**DATASET EXTRACT**
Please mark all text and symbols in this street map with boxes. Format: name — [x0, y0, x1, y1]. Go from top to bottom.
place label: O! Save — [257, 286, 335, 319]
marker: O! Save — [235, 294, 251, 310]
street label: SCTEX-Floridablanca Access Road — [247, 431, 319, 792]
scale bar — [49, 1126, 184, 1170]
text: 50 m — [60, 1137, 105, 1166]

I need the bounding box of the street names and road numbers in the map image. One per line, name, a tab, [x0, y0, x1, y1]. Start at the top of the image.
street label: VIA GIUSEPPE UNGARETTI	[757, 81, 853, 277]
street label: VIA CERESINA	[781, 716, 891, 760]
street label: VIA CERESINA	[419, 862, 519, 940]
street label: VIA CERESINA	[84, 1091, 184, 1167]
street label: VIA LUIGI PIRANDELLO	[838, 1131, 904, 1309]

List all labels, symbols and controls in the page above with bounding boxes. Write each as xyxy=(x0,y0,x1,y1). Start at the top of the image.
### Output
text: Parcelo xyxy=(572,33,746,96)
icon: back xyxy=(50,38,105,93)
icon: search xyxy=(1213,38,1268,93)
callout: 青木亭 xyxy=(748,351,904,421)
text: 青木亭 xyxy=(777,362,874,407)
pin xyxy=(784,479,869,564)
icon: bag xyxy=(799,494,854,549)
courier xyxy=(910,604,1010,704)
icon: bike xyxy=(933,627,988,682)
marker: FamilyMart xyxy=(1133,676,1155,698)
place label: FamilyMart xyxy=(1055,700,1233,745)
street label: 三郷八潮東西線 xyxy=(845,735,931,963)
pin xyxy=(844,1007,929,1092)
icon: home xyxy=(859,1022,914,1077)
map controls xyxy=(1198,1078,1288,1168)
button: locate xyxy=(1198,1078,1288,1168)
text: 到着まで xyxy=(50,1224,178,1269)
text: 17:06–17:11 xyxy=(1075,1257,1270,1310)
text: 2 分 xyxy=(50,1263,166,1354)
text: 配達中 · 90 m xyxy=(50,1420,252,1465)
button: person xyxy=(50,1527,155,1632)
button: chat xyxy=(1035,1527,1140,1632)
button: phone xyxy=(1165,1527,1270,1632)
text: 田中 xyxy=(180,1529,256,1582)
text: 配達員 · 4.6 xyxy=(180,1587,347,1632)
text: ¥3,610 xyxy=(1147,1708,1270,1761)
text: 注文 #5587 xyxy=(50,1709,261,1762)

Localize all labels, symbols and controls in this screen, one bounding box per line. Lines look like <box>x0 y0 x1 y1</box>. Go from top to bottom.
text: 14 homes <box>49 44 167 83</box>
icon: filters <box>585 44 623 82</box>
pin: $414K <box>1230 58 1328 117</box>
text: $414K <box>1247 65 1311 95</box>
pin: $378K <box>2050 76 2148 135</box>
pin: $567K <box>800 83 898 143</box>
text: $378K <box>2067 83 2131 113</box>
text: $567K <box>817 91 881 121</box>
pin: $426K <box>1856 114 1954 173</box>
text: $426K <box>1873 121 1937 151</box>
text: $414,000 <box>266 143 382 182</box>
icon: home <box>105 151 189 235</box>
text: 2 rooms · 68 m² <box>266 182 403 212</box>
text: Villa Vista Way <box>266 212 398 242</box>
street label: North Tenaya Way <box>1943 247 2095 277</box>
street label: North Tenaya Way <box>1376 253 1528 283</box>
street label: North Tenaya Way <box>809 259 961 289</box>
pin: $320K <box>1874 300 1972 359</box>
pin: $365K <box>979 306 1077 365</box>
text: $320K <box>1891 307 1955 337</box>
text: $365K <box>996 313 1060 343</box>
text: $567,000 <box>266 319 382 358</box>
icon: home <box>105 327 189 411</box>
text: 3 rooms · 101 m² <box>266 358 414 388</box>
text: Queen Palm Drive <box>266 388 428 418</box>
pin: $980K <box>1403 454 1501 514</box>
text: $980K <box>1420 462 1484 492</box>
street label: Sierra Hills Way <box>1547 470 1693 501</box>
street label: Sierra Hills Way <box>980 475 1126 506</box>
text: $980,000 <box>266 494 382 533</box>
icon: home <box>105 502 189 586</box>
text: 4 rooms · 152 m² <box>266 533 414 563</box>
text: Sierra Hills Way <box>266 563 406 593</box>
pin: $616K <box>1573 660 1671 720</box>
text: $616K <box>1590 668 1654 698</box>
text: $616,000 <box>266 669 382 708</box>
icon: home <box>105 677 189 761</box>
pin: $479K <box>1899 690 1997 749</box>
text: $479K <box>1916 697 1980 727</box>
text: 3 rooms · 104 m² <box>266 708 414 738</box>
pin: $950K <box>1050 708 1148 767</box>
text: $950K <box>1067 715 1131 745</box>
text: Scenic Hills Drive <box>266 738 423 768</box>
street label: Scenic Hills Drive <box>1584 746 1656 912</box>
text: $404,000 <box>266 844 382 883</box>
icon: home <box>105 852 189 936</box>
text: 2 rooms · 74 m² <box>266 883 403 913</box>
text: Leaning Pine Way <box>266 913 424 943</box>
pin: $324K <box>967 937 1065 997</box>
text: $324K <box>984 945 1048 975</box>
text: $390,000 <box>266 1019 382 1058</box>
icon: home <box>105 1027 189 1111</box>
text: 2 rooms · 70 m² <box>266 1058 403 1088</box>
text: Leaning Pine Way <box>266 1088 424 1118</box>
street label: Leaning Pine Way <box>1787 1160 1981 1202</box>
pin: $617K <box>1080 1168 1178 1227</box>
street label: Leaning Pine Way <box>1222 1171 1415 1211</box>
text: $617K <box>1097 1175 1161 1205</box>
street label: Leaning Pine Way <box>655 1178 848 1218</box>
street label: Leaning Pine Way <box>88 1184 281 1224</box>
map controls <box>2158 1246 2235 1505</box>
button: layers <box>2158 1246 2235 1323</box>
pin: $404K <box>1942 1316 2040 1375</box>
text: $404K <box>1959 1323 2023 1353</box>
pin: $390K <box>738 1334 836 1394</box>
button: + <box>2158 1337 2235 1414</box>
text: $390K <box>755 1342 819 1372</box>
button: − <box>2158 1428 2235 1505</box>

**GOAL OF THE EXERCISE**
Would you give the number of lines in this listing that include "name"? Only the number, please.

**RESULT FOR THIS EXERCISE**
2